Berardinelli-Seip, syndrome

[MIM 608 594269 700]

(Berardinelli-Seip-Lawrence syndrome; Lawrence-Seip syndrome syndrome; Seip syndrome, lipodystrophy-acromegaloid gigantism , lipodystrophy type Berardinelli, BSCL acronym of Berardinelli-Seip Congenital Lipodystrophy, congenital generalized lipodystrophy)

Extremely rare: prevalence estimated at 0.2/100,000. Transmission: autosomal recessive. 


Different types:

-         type 1 (BSCL1):  mutations of the AGPAT2 gene (9q34) which encodes 1-acylglycerol-3-phosphate-acyltransferase: most frequent in North Africa and sub-Saharan countries, and in West Indies (Antilles)

-         type 2 (BSCL2): mutations of the gene encoding seipin (11q13) responsible for the transformation of pre-adipocytes into adipocytes: this form is more severe and often associated with intellectual deficit. More frequent in Lebanon, Portugal, Brazil, Turkey and Japan

-        type 3 (very rare): mutations of the CAV1 gene (7q31) coding for caveoline 1: that protein is part of the cellular membrane and present in adipocytes, fibroblasts and endothelial cells

-        type 4 (very rare): mutations of the PTRF or CAVIN1 gene (17q21.2) [MIM 613 327] coding for the cytoplasmic protein cavin-1 which combines with caveolin 3; association of congenital lipodystrophy with muscular dystrophy (exercise-inducd myalgia, muscle rippling following its percussion, elevated CK level) and heart rhythm disorders (supraventricular tachycardia, long QT, Wolff-Parkinson-White) with a significant risk of sudden death (non-compaction of the left ventricle); hypertrophy of some smooth muscles, rigidity of the spine with hyperlordosis, (see also: Rippling muscle disease)
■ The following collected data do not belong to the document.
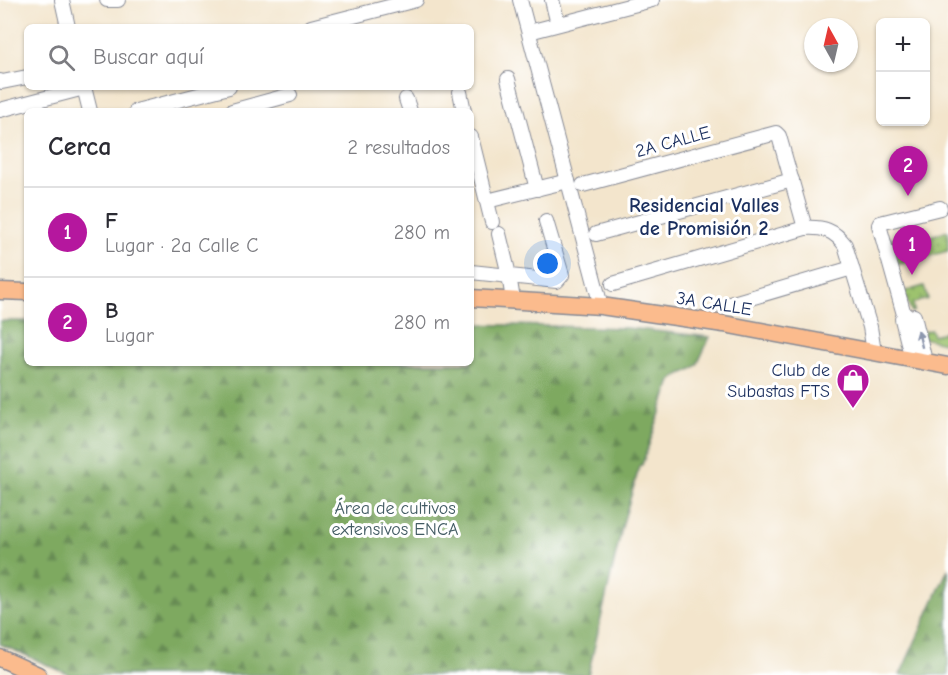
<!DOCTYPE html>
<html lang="es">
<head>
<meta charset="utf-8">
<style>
	body { margin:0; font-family:"Comic Neue",sans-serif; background:#f2f2f3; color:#2b2b33 }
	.controls { position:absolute; right:18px; top:18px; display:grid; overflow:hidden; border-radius:9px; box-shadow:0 2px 4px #0004 }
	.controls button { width:54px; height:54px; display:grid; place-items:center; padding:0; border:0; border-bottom:2px solid #e1e1e2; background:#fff; color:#2b2b33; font:30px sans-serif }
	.compass { position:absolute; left:804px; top:18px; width:54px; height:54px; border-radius:50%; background:#fff; box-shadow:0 2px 4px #0004; rotate:352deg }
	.you { position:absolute; left:548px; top:264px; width:21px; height:21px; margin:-15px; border:4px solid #fff; border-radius:50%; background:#1a73e8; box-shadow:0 0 0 9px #1a73e833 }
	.badge { display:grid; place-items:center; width:39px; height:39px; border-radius:50%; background:#b5179e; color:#fff; font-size:20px; font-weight:700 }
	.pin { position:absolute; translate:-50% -50px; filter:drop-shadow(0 2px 3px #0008) }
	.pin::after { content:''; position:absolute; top:32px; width:21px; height:18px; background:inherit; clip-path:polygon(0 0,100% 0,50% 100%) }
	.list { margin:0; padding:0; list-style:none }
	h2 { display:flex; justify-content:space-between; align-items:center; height:78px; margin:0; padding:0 24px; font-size:26px }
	h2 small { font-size:20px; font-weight:400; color:#7c7c81 }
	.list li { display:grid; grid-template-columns:39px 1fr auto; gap:18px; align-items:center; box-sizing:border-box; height:90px; padding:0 24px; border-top:2px solid #e1e1e2 }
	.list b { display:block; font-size:22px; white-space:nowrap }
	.list p { margin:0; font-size:20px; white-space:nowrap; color:#7c7c81 }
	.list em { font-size:20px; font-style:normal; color:#7c7c81 }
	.icon { flex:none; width:33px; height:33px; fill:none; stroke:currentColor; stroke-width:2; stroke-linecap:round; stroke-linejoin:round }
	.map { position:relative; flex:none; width:948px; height:675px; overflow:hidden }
	.search { position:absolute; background:#fff; box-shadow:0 2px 4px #0004; left:24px; top:24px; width:450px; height:66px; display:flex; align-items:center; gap:15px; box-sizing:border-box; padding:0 21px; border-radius:9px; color:#7c7c81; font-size:22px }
	.panel { position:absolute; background:#fff; box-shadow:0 2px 4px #0004; left:24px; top:108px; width:450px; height:258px; border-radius:9px }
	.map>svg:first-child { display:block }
	.grass { fill:url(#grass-dots); stroke:#5c7966; stroke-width:1.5 }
	.forest { fill:url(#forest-firs); stroke:#4c6c60; stroke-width:1.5 }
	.park { fill:url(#park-crowns); stroke:#5c7966; stroke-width:1.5 }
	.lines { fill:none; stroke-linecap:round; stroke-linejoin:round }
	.minor-casing { stroke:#878a95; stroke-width:16 }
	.major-casing { stroke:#878a95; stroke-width:19 }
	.minor { stroke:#fff; stroke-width:14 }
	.major { stroke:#fbbb8d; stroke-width:16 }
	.oneway { fill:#8d97ae }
	.labels { text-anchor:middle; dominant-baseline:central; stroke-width:6; stroke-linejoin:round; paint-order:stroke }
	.street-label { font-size:18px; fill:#1b2f5e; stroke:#fff }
	.poi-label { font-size:18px; fill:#1b2f5e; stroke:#fff; text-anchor:end }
	.park-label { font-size:18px; fill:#425b63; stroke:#fff }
	.neighbourhood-label { font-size:20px; font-weight:bold; fill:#1b2f5e; stroke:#fff }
</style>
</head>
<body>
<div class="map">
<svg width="948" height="675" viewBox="0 0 948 675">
	<defs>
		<pattern id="grass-dots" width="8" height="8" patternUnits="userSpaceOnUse" patternTransform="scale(1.5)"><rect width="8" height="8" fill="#9dc36e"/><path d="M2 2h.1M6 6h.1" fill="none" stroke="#7f9f5e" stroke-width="1.8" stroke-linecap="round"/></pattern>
		<pattern id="forest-firs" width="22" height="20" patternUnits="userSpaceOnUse" patternTransform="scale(1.5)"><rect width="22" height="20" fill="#7ea961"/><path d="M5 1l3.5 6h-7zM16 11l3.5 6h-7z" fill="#668a53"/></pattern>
		<pattern id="park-crowns" width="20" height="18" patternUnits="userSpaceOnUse" patternTransform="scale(1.5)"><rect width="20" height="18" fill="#9dc36e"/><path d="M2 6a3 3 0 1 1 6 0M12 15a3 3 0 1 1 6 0" fill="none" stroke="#7f9f5e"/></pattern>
	</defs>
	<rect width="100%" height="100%" fill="#fff"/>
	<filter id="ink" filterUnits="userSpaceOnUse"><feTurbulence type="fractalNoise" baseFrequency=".0167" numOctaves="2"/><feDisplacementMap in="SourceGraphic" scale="12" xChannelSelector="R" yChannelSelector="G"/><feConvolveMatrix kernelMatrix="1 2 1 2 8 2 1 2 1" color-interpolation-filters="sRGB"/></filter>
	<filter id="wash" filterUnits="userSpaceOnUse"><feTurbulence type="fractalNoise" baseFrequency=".008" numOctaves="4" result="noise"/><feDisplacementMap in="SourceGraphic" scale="24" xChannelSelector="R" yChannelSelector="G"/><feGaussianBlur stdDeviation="1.35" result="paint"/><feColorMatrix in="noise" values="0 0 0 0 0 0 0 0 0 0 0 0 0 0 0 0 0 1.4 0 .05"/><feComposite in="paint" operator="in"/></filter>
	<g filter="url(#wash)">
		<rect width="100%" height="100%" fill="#f3e5cc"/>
		<!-- grass -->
		<g class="grass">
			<polygon points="948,231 948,251 895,265 888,239 907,234 912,241"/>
			<polygon points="924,286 928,299 913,303 914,311 912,312 903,292"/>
		</g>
		<!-- forest -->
		<g class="forest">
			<path d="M0 321H27V363H471V324L627 328 710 337 697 365C689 374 680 371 671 381L642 465H640L623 523 588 675H70L0 644Z"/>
			<polygon points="948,569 948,675 900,675"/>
		</g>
		<!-- park -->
		<polygon class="park" points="931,330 933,335 948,331 948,344 923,338 924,331"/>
	</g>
	<g filter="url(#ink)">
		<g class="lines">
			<defs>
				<g id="minor">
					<polyline points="62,0 68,27"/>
					<polyline points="107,0 118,0"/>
					<polyline points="520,0 601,306"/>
					<polyline points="552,0 558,24"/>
					<polyline points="311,27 416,0"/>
					<polyline points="529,32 652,0"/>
					<polyline points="508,79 537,189"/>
					<polyline points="0,81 2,82 27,77"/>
					<polyline points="84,87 90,111"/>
					<polyline points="460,92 464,111"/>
					<polyline points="406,99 410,111"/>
					<polyline points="0,110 84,88"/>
					<polyline points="136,111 229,87"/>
					<polyline points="232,111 290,95"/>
					<polyline points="471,137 492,222"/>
					<polyline points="583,185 776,133 779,136 805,228"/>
					<polyline points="487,201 568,181"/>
					<polyline points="499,234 509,275 513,300"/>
					<polyline points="596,234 792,180"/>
					<polyline points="471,272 557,281 562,275 546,221"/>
					<path d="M613 284 805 228C823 227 834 230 845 245L870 327 874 352"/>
					<polyline points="723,306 852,268"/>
					<polyline points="905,318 879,225 880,223 940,208"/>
					<polyline points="912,359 902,319 914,316 925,361"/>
				</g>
				<g id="major">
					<polyline points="0,291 27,292"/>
					<polyline points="471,298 601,306 724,324 948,366"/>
					<polyline points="0,658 38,675"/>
				</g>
			</defs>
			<!-- minor casing -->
			<use href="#minor" class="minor-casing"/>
			<!-- major casing -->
			<use href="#major" class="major-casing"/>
			<!-- minor -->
			<use href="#minor" class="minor"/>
			<!-- major -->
			<use href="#major" class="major"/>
		</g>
		<!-- one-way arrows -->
		<defs><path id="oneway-solid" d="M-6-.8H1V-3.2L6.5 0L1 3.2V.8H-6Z" transform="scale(1.5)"/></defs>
		<use class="oneway" href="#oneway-solid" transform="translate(920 339) rotate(-104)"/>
	</g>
	<!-- icons -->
	<defs>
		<symbol id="shop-pin" viewBox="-11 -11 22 30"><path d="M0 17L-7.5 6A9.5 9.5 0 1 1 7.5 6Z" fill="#b5179e" stroke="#fff"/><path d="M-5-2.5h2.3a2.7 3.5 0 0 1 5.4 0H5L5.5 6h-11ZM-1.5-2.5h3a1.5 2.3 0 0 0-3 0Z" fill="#fff"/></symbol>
	</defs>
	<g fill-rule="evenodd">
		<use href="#shop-pin" x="834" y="361" width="38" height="52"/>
	</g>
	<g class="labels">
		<!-- street labels -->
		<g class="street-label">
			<text transform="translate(673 142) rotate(-15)">2A CALLE</text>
			<text transform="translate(714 304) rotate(9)">3A CALLE</text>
		</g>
		<!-- poi labels -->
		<g class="poi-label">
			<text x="830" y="370">Club de<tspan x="830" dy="21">Subastas FTS</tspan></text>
		</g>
		<!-- park labels -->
		<g class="park-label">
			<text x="395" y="508">Área de cultivos<tspan x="395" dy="21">extensivos ENCA</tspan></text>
		</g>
		<!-- neighbourhood labels -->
		<g class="neighbourhood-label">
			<text x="704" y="205">Residencial Valles<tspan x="704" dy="23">de Promisión 2</tspan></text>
		</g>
	</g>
</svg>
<div class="controls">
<button>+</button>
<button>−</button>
</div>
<svg class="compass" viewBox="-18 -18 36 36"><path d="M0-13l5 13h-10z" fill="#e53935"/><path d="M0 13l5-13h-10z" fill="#7c7c81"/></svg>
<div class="you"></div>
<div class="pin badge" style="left:912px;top:275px">1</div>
<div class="pin badge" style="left:908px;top:196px">2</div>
<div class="search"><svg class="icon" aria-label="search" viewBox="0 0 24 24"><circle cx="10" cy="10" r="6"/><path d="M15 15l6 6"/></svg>Buscar aquí</div>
<section class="panel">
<h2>Cerca<small>2 resultados</small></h2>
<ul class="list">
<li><span class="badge">1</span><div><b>F</b><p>Lugar · 2a Calle C</p></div><em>280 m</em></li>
<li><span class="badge">2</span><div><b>B</b><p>Lugar</p></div><em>280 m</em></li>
</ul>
</section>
</div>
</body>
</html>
Lipoatrophy is widespread, present from birth, and associated with insulin resistance. Subcutaneous and visceral adipose tissue is absent from birth and fat accumulates in ectopic tissues such as the liver.


Insulin resistance causes important anabolism with:


-         an acromegalic (macroglossia) phenotype with an athletic look (muscle hypertrophy) and accelerated growth; organomegaly

-         high blood pressure and risk of hypertrophic cardiomyopathy (BSCL 2); coronary artery disease (cause of death)

-         abundant hair and hypertrichosis

-         hepatomegaly with steatosis, risk of cirrhosis with splenomegaly, esophageal varices

-         hypertriglyceridemia with risk of pancreatitis

-         acanthosis nigricans: brown or black skin lesions, at the level of flexor areas (neck, axilla, groin)

-         rounded bone defects in the epiphyses of long bones during childhood and adolescence

-         mental retardation in about 50 % of cases (BSCL2)

Treatment: caloric restriction, insulin, hypolipidemic drugs.


Anesthetic implications: 

Management of insulinotherapy and of the cardiovascular risk (hypertension, angina). Monitoring of BP, ECG, echocardiography (types 2 and 4). Check liver function.

Macroglossia and tonsillar hypertrophy can cause upper airway obstruction and obstructive sleep apnea. In case of hypertriglyceridemia, it is better to avoid TIVA with propofol : risk of acute pancreatitis.

A case of delayed wake-up after a 70 minutes anesthesia with sevoflurane has been reported. In another case of lipodystrophy, it has been shown that delayed wake-up (and onset of anesthesia) was directly linked to the increase in solubility of sevoflurane in relation with hyperlipidemia. In case of type 4, it is probably wise to avoid the halogenated agents and tsuccinylcholine.